手が足りず、目も足りず

「わたくしの軽挙妄動で瑠璃様や、ひいてはFMKの皆様にご迷惑をお掛けしてしまい誠に申し訳ございませんでした。これからは身勝手な言動を慎み、仲間たちの足を引っ張ることのないよう活動することを、幽名姫衣の名に賭けて誓いますわ」


 とは、案件配信後に行った個人面談において、しょんぼりとした幽名が俺に宣誓した内容である。


 俺の個人的な見解だが、先の案件配信で幽名は何も間違ったことは言っていなかったと思う。
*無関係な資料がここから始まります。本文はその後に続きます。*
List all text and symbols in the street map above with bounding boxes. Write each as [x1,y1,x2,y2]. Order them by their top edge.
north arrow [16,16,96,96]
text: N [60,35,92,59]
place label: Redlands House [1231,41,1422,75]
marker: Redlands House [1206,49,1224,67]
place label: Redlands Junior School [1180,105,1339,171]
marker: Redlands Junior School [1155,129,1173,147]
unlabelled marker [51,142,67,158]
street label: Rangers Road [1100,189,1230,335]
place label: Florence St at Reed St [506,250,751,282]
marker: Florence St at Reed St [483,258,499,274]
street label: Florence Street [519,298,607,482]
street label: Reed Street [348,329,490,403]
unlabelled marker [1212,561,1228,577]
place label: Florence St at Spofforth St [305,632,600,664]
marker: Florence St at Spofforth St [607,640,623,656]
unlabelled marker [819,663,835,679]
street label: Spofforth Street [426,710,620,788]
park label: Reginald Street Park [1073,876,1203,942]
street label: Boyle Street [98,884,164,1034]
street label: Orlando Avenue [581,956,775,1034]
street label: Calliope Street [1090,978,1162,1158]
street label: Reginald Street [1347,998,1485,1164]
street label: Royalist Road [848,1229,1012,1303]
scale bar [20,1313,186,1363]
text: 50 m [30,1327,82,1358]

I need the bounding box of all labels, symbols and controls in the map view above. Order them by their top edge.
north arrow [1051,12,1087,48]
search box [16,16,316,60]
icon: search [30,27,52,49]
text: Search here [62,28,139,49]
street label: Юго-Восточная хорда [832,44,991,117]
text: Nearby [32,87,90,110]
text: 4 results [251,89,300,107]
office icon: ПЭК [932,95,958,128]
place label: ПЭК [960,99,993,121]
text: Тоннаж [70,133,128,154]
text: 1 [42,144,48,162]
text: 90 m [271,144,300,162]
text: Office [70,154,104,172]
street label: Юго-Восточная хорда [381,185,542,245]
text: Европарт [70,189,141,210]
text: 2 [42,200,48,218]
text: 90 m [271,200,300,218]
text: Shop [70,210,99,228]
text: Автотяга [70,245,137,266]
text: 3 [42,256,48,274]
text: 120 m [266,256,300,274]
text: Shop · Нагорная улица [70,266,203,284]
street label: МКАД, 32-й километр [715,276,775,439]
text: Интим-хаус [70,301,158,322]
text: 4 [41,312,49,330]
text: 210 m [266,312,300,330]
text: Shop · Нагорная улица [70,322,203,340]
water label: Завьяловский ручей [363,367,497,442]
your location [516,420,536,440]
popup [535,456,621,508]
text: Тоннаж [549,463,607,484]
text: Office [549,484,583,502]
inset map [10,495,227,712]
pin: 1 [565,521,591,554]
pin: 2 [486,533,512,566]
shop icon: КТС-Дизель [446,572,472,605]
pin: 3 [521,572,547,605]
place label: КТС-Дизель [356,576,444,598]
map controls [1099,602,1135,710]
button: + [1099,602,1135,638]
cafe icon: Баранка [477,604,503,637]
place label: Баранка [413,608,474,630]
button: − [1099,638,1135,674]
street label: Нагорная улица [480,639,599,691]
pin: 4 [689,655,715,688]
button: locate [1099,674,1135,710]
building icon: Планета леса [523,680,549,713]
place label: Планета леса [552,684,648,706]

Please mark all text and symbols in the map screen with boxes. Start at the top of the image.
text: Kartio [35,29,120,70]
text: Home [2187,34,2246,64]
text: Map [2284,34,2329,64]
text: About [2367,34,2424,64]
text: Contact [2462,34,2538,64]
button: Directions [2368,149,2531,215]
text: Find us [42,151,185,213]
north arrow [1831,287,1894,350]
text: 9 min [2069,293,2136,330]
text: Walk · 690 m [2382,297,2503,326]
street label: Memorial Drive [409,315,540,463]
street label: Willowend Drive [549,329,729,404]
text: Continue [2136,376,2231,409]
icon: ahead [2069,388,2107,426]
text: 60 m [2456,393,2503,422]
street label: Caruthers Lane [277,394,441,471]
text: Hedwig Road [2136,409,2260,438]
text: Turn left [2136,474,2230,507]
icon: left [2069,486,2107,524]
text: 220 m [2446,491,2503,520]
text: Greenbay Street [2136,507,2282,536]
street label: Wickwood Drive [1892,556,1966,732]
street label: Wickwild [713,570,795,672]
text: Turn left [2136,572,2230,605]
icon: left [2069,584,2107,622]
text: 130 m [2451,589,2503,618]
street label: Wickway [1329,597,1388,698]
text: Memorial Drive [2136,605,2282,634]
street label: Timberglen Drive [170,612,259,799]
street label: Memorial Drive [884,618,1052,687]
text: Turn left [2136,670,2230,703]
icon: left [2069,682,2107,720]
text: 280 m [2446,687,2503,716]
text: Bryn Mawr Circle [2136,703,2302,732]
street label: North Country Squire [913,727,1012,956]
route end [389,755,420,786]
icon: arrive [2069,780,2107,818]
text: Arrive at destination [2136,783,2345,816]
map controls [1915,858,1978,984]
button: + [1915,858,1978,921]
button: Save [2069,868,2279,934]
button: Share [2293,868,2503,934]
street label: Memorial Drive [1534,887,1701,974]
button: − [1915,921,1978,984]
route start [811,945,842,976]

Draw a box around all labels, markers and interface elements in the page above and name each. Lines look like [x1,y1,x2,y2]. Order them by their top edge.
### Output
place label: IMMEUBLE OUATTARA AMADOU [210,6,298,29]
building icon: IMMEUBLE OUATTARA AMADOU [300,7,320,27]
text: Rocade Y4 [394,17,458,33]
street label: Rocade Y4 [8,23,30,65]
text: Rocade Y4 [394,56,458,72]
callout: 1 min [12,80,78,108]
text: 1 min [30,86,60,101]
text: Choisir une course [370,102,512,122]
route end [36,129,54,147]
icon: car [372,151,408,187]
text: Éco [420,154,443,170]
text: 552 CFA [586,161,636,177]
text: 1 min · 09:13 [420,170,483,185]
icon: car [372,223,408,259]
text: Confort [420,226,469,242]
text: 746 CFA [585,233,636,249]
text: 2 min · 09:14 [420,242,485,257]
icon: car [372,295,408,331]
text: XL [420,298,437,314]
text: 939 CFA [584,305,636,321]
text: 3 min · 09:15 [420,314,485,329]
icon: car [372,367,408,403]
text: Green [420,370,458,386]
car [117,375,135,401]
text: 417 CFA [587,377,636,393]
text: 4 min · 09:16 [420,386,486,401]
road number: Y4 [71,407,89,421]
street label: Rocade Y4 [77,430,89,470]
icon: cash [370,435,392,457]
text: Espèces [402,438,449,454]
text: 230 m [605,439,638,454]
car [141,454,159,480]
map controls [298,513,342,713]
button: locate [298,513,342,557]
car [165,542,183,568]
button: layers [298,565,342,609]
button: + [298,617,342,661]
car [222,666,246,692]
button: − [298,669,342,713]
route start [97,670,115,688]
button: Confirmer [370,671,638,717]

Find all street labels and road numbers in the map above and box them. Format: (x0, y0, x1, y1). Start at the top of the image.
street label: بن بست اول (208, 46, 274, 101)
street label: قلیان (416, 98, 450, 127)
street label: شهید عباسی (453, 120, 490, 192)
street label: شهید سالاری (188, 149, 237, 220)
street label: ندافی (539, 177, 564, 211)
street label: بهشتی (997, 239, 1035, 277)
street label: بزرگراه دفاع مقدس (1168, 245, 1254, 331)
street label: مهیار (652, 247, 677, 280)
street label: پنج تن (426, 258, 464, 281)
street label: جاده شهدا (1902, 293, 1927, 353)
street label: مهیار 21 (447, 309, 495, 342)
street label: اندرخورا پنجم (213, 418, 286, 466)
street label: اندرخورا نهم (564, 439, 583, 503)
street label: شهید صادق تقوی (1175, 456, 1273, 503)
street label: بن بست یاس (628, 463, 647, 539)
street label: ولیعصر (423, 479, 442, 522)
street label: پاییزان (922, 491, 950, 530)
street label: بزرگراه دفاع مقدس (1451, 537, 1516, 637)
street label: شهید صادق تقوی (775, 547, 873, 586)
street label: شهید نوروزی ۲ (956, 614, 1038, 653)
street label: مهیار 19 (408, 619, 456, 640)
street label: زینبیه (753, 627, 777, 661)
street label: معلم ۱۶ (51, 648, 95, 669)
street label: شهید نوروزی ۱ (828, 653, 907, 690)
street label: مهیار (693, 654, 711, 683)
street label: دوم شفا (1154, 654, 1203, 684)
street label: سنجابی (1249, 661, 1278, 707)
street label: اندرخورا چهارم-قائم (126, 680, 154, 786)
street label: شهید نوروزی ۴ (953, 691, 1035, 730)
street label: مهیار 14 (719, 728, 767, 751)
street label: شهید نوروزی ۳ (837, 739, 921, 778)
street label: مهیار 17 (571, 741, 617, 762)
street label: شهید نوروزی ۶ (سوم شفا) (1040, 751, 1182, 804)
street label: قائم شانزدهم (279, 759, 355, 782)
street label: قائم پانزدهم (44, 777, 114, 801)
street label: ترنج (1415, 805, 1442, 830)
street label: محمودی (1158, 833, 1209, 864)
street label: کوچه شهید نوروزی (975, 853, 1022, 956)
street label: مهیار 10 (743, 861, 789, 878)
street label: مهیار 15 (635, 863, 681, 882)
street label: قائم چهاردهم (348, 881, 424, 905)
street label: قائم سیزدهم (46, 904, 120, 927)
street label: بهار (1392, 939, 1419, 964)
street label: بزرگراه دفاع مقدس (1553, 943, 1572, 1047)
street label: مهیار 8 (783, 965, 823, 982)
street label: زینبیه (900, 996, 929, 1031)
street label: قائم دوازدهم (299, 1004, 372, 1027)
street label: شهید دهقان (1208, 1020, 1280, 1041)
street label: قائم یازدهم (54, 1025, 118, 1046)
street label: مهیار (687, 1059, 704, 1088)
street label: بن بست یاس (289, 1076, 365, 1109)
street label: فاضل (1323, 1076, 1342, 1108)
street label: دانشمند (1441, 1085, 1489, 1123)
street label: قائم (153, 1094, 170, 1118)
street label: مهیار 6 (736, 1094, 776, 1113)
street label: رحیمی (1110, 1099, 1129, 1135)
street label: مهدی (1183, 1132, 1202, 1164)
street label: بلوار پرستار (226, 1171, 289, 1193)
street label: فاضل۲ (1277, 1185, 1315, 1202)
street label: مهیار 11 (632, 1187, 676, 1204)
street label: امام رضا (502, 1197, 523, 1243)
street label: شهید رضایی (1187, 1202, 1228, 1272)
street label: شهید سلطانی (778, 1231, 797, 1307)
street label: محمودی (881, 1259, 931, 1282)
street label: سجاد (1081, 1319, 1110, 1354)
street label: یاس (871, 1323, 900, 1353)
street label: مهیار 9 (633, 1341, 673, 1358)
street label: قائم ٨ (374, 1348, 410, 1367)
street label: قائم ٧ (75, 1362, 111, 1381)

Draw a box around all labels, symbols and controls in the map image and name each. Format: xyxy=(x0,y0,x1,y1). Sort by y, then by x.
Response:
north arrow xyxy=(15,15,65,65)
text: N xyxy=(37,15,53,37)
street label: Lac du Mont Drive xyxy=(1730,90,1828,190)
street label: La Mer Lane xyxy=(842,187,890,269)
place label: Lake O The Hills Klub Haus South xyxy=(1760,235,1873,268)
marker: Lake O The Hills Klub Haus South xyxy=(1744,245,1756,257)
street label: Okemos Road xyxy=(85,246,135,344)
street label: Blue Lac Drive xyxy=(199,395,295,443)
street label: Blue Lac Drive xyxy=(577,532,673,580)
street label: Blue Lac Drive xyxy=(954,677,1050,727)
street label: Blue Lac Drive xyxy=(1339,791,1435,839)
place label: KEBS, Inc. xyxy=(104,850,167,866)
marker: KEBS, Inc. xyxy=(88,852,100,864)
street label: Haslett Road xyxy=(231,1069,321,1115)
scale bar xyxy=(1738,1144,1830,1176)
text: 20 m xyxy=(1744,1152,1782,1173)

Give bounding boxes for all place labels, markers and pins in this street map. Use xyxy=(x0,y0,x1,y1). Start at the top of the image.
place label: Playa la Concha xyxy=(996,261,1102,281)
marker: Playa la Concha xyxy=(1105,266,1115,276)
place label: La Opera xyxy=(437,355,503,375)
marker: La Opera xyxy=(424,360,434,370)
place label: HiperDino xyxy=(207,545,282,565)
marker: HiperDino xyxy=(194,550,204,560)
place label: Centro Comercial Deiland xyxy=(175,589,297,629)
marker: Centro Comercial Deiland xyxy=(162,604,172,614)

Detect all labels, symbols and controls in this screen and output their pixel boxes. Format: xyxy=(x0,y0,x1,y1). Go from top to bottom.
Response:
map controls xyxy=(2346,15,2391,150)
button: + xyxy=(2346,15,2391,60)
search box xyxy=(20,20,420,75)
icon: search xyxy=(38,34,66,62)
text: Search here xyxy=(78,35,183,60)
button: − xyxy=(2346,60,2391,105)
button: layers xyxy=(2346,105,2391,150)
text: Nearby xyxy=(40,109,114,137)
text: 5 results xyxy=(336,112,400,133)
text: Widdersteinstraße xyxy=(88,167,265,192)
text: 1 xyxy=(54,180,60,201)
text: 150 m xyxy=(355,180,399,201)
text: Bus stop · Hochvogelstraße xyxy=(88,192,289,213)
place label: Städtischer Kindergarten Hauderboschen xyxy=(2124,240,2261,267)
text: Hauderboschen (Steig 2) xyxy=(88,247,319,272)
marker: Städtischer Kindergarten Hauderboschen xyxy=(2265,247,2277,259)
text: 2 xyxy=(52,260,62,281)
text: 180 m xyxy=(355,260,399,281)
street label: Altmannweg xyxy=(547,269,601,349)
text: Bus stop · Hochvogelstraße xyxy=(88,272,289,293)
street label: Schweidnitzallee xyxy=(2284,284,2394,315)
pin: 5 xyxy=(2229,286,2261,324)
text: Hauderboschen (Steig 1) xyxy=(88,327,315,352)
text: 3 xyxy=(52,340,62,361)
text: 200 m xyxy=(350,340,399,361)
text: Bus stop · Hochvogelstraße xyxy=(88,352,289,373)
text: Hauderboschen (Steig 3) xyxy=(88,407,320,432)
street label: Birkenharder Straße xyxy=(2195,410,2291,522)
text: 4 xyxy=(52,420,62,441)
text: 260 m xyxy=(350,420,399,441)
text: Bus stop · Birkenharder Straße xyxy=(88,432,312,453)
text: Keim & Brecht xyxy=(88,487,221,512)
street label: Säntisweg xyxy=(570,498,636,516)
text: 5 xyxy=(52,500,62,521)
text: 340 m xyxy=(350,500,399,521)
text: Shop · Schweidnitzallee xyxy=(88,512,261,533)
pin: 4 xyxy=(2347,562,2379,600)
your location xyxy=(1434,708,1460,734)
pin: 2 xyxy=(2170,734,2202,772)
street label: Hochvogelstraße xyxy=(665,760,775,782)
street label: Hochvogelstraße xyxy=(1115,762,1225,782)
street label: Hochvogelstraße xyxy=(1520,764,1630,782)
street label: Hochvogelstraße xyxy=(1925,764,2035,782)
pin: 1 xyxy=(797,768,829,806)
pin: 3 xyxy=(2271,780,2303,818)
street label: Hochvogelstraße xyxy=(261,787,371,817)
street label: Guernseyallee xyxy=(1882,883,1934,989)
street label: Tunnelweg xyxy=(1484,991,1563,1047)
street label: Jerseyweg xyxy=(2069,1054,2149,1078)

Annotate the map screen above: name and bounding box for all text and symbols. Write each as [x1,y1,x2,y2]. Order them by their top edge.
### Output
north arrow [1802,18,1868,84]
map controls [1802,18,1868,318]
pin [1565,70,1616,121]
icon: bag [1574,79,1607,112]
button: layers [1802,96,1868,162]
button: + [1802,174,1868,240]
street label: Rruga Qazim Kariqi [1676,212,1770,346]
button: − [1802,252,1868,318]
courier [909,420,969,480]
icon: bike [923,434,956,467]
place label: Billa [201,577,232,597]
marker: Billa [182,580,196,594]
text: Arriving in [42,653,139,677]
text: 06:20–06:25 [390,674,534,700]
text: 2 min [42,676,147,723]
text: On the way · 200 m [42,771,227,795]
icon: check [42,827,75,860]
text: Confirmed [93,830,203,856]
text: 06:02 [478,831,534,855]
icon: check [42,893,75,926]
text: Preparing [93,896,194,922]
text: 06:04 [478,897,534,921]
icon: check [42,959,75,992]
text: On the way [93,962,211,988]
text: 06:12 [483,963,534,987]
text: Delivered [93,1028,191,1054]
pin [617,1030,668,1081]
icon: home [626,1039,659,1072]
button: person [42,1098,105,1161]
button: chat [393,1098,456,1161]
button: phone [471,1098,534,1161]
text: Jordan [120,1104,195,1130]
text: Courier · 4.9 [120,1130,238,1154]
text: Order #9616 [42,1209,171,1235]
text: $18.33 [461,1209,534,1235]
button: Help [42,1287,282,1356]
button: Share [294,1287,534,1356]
 あの時、ナキアンチに腹を立てていたのは俺も同じだったし、bdにハッキングで荒らしを懲らしめるようにけしかけていた俺の方がどちらかというと思慮が足りていなかった。


 俺からしてみたら、悪いのはナキアンチと、そして仮にも自分のために怒ってくれた幽名を糾弾するような真似をした瑠璃の方だ。

 アイツが幽名にあんな言い方をしなければ、ここまで事態がややこしくなることもなかっただろうに。


 しかし瑠璃の言う事にも正論が含まれているのも事実だ。

 幽名と俺はナキアンチに過剰反応するべきではなかった、少なくとも配信中は。

 対応するのは配信が終わった後で良く、それも裏で運営が対処すべき問題だった。

 そこは幽名の配信者としての未熟、そして俺が管理するFMK運営の稚拙さの招いた失敗だ。

 反省して改善に取り組むべき課題である。


 反省は大事だ。

 だが己を省みて臆病になり過ぎるのは如何なものだろうか。


 案件配信から4日目。

 幽名は今日も配信をお休みすると俺に申告してきた。


「申し訳ございません、代表様。どうしても配信する気分になれませんの」


 深々と頭を下げていた幽名が顔を上げる。

 メランコリックが眉尻に現れており、顔色も青白く(それはいつもか)、幽名のテンションは相変わらず下り坂の様子だった。


 2日、3日は様子見していた俺も、流石に4日目ともなると不安になってくる。

 幽名は配信回数が多い方だったし、これまでプライベートでも配信でも常に一定以上のテンションを維持し続けてくれていた。それがたった一度の躓きでこれだ。

 場合によっては、このままVTuberを辞めてしまうのではないのかという未来も想像してしまう。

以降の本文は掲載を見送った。